• _Exercise directions_
Once the line containing "352px,161px 361px,173px 352px,189px" is found in the entries below, reproduce it and every line after it, stopping at and including the line containing "408px,69px 450px,60px 459px,64px"; reproduce nothing else, and keep each line exact.

Dataset entries:
%%
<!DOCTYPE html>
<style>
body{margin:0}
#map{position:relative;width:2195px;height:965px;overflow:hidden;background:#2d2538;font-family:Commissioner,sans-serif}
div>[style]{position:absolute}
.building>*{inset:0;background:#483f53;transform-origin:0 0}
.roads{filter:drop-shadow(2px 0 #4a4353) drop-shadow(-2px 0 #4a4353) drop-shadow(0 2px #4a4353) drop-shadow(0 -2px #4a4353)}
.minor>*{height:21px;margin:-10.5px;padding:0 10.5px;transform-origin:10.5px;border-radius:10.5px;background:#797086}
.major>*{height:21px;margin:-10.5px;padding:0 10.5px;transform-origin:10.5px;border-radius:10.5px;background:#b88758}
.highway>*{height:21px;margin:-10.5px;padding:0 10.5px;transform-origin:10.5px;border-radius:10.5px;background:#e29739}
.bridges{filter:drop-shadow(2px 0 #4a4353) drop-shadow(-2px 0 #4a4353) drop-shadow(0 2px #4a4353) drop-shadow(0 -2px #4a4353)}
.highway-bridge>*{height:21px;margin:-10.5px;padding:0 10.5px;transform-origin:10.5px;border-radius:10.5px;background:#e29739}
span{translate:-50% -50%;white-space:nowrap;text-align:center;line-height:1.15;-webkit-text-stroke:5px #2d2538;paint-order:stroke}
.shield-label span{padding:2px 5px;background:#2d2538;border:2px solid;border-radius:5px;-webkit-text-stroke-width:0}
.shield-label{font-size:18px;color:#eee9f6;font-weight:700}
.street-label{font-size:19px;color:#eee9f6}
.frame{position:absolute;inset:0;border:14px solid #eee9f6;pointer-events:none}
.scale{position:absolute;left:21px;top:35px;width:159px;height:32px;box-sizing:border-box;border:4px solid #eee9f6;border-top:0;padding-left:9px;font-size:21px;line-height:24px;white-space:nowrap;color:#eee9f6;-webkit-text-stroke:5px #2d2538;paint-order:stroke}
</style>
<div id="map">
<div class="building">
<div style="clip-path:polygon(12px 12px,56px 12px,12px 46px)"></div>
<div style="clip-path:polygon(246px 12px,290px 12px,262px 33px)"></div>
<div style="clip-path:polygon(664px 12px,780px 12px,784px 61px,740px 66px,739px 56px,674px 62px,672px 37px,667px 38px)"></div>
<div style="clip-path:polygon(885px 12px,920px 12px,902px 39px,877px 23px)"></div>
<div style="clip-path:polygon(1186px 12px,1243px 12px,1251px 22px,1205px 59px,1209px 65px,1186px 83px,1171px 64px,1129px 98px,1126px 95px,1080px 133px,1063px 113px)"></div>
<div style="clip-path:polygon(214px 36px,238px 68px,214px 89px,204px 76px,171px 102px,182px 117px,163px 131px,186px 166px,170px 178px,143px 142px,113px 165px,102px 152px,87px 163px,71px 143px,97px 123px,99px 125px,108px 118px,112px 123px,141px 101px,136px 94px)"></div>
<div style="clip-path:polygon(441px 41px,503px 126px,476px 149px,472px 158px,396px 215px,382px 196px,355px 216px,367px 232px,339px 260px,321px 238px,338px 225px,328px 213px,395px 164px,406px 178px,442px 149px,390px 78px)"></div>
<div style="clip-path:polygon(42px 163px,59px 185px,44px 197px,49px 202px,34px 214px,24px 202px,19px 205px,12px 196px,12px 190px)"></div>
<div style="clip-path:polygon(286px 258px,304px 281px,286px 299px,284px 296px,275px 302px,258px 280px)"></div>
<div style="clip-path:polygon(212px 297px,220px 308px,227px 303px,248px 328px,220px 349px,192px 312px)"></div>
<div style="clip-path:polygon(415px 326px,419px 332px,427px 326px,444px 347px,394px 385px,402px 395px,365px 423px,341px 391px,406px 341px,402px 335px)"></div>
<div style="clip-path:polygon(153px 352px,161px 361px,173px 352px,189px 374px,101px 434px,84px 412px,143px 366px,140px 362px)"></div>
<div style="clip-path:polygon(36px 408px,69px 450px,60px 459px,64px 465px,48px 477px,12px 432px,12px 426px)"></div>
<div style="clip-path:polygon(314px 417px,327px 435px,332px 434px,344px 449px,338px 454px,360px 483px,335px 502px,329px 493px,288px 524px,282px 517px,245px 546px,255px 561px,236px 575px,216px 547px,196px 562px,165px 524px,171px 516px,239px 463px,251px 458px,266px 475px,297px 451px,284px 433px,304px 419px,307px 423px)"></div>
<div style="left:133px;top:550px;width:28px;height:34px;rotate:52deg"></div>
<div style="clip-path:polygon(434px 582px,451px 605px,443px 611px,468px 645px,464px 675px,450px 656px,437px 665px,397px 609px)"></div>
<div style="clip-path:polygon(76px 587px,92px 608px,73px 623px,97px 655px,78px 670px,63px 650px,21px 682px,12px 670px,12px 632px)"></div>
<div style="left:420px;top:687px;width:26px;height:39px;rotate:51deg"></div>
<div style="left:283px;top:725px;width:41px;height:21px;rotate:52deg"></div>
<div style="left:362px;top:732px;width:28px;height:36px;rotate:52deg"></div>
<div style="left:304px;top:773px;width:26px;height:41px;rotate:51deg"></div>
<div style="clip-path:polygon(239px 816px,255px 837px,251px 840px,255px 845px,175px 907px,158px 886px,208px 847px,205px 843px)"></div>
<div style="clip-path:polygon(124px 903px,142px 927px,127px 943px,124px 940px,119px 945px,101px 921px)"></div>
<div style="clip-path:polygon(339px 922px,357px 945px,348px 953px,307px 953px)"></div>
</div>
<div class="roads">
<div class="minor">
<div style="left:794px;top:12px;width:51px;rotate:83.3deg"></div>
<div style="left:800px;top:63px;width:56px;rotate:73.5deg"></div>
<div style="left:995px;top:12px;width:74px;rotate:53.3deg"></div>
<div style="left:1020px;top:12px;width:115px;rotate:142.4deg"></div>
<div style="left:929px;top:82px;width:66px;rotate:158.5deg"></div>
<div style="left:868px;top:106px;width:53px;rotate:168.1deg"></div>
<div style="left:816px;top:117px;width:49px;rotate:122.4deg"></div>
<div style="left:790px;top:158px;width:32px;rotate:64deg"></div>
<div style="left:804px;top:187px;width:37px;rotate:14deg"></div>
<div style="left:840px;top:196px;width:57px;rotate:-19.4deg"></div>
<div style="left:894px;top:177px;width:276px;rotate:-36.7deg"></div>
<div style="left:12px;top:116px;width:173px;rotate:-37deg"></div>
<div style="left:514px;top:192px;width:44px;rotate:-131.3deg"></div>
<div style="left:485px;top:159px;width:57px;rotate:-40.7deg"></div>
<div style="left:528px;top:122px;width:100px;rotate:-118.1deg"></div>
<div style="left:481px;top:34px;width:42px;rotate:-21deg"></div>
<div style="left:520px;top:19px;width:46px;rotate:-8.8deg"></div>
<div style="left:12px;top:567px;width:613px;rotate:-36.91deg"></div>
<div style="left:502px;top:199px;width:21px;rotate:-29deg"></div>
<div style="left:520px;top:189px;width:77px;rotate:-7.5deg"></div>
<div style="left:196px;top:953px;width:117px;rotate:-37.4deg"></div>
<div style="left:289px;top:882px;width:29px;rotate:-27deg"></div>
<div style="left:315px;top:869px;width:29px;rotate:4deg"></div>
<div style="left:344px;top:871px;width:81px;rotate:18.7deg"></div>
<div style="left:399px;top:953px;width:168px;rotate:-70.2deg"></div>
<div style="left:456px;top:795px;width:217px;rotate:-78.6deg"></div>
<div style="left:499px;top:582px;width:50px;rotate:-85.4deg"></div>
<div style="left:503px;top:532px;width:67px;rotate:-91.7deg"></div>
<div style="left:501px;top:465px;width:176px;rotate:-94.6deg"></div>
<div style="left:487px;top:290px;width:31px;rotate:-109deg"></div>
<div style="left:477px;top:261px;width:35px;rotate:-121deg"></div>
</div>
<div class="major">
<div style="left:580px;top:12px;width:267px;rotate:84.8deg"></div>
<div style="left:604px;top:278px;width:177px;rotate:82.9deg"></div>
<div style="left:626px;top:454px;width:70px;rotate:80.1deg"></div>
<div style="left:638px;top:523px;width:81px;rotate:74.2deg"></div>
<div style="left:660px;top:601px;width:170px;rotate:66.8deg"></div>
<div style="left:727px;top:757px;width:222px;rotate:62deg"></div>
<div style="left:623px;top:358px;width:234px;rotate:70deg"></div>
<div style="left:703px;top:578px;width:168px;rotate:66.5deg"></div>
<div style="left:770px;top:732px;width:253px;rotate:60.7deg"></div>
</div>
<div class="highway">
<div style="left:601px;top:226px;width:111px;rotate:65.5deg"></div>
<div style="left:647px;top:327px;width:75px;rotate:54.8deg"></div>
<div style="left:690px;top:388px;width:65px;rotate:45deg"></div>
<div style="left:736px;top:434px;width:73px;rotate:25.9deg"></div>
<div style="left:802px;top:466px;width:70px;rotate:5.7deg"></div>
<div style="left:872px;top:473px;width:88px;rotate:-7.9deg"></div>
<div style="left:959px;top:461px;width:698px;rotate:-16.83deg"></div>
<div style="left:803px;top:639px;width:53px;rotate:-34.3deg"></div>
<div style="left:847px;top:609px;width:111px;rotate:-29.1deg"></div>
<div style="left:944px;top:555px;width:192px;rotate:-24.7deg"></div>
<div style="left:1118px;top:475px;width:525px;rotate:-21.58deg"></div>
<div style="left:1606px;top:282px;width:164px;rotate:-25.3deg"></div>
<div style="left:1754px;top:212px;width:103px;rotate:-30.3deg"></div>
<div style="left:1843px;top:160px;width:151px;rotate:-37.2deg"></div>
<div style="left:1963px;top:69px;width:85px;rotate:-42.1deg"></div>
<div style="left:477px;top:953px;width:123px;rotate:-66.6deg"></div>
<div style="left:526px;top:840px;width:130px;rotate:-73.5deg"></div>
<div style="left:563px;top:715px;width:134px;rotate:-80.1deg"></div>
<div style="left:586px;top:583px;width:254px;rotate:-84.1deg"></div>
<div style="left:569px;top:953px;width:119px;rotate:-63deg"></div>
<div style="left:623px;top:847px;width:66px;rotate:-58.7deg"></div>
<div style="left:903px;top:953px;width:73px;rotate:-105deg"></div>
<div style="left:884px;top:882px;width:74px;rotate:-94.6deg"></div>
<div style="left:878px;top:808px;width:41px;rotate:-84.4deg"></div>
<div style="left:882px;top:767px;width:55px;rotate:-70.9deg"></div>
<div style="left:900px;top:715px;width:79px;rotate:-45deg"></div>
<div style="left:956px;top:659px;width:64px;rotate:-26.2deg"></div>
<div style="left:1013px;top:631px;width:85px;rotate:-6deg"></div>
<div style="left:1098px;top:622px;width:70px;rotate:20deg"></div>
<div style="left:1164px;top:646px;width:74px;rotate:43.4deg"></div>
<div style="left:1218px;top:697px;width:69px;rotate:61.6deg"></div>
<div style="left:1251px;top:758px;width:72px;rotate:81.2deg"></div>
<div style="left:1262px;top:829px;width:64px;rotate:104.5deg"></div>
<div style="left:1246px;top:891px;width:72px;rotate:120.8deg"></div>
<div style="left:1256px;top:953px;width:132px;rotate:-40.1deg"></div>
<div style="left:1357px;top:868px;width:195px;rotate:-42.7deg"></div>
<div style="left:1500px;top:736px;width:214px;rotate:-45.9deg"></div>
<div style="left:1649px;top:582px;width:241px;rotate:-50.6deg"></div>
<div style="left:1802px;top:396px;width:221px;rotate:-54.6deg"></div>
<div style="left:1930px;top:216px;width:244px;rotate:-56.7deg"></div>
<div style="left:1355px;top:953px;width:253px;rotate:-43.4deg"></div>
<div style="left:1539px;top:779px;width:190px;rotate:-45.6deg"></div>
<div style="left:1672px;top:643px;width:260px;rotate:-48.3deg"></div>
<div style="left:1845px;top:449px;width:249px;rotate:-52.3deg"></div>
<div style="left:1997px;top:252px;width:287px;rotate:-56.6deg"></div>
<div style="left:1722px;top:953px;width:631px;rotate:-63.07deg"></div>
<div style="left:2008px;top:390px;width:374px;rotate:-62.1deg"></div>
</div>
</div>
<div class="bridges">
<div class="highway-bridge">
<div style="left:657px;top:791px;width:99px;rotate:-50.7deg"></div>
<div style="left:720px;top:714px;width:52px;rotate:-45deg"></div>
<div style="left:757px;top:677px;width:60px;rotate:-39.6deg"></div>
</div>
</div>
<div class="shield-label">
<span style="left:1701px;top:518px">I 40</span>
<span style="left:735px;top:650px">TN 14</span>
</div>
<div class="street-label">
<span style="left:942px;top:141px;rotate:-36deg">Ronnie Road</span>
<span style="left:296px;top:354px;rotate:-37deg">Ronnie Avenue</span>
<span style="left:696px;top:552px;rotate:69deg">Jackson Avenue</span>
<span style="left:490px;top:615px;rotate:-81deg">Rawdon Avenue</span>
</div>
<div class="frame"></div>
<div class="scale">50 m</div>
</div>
%%
• _Answer section_
<div style="clip-path:polygon(153px 352px,161px 361px,173px 352px,189px 374px,101px 434px,84px 412px,143px 366px,140px 362px)"></div>
<div style="clip-path:polygon(36px 408px,69px 450px,60px 459px,64px 465px,48px 477px,12px 432px,12px 426px)"></div>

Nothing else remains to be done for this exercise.